> **RECORDS PROVIDED**:
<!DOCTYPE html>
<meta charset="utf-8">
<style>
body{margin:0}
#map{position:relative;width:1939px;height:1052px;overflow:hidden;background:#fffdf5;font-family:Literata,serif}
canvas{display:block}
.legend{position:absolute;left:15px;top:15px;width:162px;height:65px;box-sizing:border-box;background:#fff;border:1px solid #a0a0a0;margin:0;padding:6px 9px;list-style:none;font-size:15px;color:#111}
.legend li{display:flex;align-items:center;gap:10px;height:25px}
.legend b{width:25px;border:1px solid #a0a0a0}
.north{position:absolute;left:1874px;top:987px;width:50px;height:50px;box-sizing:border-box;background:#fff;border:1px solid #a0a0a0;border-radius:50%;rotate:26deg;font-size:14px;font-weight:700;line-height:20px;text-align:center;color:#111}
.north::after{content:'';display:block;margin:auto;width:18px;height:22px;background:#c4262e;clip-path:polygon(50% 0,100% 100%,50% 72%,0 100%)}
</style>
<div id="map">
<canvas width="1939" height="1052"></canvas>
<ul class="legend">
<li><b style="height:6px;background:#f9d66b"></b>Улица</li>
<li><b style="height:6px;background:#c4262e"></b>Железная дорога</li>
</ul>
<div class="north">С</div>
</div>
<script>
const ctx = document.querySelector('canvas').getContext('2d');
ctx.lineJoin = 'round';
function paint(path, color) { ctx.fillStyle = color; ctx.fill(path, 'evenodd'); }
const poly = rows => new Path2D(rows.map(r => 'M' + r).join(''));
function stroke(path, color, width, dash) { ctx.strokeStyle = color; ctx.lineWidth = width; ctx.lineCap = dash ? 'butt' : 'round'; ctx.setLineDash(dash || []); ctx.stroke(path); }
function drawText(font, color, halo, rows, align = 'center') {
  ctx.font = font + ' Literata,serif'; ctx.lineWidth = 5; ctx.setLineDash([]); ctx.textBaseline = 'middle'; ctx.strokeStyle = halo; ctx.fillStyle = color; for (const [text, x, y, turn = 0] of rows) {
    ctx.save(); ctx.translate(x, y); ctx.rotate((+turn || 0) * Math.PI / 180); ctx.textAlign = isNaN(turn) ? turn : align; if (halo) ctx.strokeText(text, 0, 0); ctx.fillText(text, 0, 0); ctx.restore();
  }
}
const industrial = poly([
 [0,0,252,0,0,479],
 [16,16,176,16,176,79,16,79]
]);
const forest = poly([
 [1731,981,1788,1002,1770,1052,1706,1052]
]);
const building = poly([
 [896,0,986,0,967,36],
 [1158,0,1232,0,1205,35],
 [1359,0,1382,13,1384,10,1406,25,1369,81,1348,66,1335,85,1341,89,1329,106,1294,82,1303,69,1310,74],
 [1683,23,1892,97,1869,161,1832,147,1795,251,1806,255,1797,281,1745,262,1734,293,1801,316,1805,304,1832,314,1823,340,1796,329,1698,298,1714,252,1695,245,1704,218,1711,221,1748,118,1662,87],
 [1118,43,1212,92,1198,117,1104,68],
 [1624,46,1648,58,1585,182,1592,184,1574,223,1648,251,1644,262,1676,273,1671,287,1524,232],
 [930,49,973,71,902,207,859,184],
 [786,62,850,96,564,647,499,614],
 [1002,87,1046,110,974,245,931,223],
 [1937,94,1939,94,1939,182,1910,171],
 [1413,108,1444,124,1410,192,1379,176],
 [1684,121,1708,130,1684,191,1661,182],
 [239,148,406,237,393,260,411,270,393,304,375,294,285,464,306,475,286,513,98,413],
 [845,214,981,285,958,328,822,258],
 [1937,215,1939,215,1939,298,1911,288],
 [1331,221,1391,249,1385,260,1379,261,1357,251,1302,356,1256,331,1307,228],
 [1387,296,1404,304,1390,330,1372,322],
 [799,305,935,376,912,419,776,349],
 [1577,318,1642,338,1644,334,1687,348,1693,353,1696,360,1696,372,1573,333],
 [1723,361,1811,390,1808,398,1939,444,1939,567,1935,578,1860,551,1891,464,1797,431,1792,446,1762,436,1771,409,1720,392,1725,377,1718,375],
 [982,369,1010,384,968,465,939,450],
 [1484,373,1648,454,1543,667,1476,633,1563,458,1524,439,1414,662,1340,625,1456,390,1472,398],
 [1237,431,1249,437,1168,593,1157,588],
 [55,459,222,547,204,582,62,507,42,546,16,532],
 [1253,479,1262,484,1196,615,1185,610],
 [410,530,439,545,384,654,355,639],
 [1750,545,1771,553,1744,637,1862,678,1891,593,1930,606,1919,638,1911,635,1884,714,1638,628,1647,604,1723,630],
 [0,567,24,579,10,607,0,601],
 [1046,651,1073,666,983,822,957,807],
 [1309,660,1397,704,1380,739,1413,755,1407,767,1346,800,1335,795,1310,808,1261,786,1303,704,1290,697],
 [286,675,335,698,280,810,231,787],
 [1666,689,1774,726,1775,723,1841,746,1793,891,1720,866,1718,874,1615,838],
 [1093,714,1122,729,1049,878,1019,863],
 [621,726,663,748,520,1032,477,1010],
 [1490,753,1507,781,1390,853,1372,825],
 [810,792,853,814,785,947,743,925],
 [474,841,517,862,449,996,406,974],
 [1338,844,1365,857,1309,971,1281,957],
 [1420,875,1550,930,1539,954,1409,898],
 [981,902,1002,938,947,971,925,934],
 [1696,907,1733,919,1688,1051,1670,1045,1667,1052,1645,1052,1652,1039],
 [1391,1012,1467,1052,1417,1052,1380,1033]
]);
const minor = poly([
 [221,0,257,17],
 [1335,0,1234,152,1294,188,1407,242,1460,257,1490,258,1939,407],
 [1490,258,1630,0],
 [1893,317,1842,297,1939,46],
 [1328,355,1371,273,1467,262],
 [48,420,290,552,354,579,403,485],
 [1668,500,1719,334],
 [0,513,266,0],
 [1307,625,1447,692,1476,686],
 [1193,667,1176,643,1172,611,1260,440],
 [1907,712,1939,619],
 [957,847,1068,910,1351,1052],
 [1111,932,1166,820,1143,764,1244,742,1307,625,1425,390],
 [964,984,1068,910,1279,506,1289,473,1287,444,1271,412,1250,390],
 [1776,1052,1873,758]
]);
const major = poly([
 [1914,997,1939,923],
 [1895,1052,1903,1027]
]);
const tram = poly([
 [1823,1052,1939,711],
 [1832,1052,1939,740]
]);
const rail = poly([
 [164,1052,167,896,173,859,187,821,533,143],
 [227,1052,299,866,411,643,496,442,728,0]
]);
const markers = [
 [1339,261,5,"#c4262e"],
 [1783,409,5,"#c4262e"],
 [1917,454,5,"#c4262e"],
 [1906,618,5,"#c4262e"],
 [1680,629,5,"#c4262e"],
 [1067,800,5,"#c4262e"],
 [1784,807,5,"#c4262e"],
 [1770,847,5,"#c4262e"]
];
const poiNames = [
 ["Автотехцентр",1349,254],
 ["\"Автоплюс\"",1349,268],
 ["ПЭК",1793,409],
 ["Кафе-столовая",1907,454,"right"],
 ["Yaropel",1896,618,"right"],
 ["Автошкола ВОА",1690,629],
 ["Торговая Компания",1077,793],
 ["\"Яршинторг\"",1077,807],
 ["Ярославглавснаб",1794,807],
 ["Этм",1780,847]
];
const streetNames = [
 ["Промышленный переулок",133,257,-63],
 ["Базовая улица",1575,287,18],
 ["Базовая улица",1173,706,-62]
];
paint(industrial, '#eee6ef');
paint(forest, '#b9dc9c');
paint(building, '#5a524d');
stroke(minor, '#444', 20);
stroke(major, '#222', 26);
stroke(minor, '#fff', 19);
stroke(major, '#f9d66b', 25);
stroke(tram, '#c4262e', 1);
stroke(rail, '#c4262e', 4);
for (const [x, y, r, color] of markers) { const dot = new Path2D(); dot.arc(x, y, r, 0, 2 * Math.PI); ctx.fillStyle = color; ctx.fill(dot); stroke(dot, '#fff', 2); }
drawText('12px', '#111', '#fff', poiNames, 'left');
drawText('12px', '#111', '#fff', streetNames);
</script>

> **YOUR GOAL**: Filter the records for lines containing the word "halo" and copy each one.

> **TASK RESULT**:
function drawText(font, color, halo, rows, align = 'center') {
  ctx.font = font + ' Literata,serif'; ctx.lineWidth = 5; ctx.setLineDash([]); ctx.textBaseline = 'middle'; ctx.strokeStyle = halo; ctx.fillStyle = color; for (const [text, x, y, turn = 0] of rows) {
    ctx.save(); ctx.translate(x, y); ctx.rotate((+turn || 0) * Math.PI / 180); ctx.textAlign = isNaN(turn) ? turn : align; if (halo) ctx.strokeText(text, 0, 0); ctx.fillText(text, 0, 0); ctx.restore();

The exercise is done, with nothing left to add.